Liu Guangyun gießt Fotografien von Modellen aus Zeitschriften in Kunstharzblöcke. Sie wirken wie gefangen in ihrer Welt.

Foto: Jörg Knappe

Aus der bildenden Kunst ist der Mensch als Motiv nicht wegzudenken. Er gehört dazu - als Vergewisserung seiner selbst, als Möglichkeit der Reflexion über Mensch und Gesellschaft. Wann immer die Künstler auch nur annähernd figurativ arbeiten, greifen sie auf den Menschen als Motiv zurück.

"bild mensch" hat Galerist Rainer Klimczak seine Ausstellung mit Werken von elf Künstlern genannt. Viele der Werke sind aus Klimczaks Beständen. Die Arbeiten sind nicht älter als zwanzig Jahre, reflektieren also den Ausdruck unserer Zeit. Die vor allem eines ist: vielfältig. Vielfältig in der Technik ebenso wie in der Darstellungsweise und ihren Aussagen. So sind auch in der Ausstellung von Klimczak Skulpturen, Gemälde und Zeichnungen versammelt sowie Bildobjekte, in denen sich die Techniken vermischen.

Als geflügelte "Sphinx" stellt der Karlsruher Bildhauer Stephan Balkenhol den Menschen dar. In bemalter Bronze ruht das Mischwesen mit seiner groben Oberfläche auf einem weißen Sockel. Selbstbewusst schaut der männliche Kopf mit den roten Lippen in die Galerie. Balkenhol, der sich konsequent dem Menschenbild widmet, sei es als geschnitzte Holzfigur, sei es als Bronze, greift hier auf eine archaische Darstellungsform zurück. Er verortet mit dieser Arbeit den Menschen in der Zeit- und Kulturgeschichte, verbindet ihn mit dem alten Mythos der griechischen Sphinx, die den Vorübergehenden fragt: "Was geht am Morgen auf vier Füßen, am Mittag auf zweien und am Abend auf dreien?" Wer die Antwort "Mensch" nicht kennt, den verschlingt die Sphinx. Nur Ödipus weiß die Antwort und rettet die Stadt Theben. Balkenhol seinerseits rettet auf intelligente Weise die Frage nach dem Menschsein zwischen Leben und Tod in die zeitgenössische Kunst.

Interessant, dass zeitgenössische Künstler immer wieder auf antike Elemente zurückgreifen. Auch Maria Lehnen, Bildhauerin und Malerin aus Mönchengladbach, tut es mit ihrem "Januskopf" aus Bronze. Die schlanke Figur endet in einem Wolfs-Schafkopf - sie zeigt den Menschen in seiner Dualität zwischen Gut und Böse, zwischen Verbergen und Enthüllen. Auch sie zeigt den Menschen als ein Rätsel.

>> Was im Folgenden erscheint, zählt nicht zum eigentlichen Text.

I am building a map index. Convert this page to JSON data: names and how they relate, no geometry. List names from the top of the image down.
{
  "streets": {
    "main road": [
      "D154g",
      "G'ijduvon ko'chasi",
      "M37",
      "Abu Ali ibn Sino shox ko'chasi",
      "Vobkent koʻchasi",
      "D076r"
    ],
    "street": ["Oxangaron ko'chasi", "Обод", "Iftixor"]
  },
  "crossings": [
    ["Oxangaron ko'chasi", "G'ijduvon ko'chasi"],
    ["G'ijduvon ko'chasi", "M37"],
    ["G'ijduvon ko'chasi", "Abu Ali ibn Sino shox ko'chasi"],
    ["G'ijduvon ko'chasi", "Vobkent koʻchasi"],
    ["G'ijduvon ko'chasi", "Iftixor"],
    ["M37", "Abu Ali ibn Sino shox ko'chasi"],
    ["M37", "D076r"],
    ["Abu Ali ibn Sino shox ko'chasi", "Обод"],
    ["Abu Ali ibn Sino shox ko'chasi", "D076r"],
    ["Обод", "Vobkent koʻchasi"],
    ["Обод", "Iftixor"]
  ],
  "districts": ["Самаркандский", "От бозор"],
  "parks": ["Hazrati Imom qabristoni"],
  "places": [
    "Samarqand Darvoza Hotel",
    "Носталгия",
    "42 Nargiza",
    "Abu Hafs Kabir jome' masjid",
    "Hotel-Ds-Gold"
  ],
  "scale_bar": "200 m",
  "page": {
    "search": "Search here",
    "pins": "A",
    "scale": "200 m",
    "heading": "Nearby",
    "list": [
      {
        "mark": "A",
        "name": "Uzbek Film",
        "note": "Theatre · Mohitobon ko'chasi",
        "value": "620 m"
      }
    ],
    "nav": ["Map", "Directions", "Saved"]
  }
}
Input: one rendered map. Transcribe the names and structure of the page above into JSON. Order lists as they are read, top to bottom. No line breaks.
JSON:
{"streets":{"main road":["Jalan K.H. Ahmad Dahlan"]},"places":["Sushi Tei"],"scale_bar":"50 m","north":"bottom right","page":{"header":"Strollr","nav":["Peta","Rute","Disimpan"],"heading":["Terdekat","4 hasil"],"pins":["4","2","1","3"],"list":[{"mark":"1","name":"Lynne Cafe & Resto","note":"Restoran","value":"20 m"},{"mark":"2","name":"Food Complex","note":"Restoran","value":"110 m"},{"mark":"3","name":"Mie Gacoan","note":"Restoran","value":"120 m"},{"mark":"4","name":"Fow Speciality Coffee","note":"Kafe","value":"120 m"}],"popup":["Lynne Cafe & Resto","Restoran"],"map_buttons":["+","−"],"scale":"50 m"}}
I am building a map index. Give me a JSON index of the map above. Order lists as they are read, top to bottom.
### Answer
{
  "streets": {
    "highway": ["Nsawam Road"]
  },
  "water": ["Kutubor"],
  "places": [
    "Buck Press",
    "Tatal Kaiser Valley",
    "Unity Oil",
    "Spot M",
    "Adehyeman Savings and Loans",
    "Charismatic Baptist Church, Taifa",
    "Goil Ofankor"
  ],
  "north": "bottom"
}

Auf den ersten Blick kein Rätsel gibt der chinesische Künstler Liu Guangyun auf. Fotografien von Modellen aus Zeitschriften gießt er in Kunstharzblöcke und stellt den Frauen mit den verführerischen Blicken bunte Blumen bei. Doch bei aller Deutlichkeit irritieren die Bildobjekte: Die Fotos der Frauen liegen tief in den Blöcken, wirken wie gefangen in ihrer Welt, die ihre stete Schönheit fordert.

Mit aktuellen Fragen von der Suche nach Identität in einer Menschenmasse, in der der Einzelne unterzugehen droht, setzt sich der Amerikaner Steve Manners auseinander. Auf dunklem Grund ist zunächst nur ein grafisches Muster aus einer Art Spirale zu sehen. Von Nahem besehen entpuppt sie sich als schier unendliche Linie aus winzigen Menschenformen - jeder ein Klon des anderen. Ausblick in eine wenig erstrebenswerte Zukunft?

Kunst hält dem Betrachter immer einen Spiegel vor. Im Falle der Ausstellung "bild mensch" in der Süchtelner Galerie Klimczak lädt sie ein, sich mit dem Bild des Menschen zu befassen, die Fragen aufzugreifen, die die Künstler stellen, und sie zu diskutieren. Und davon gibt es viele zu entdecken.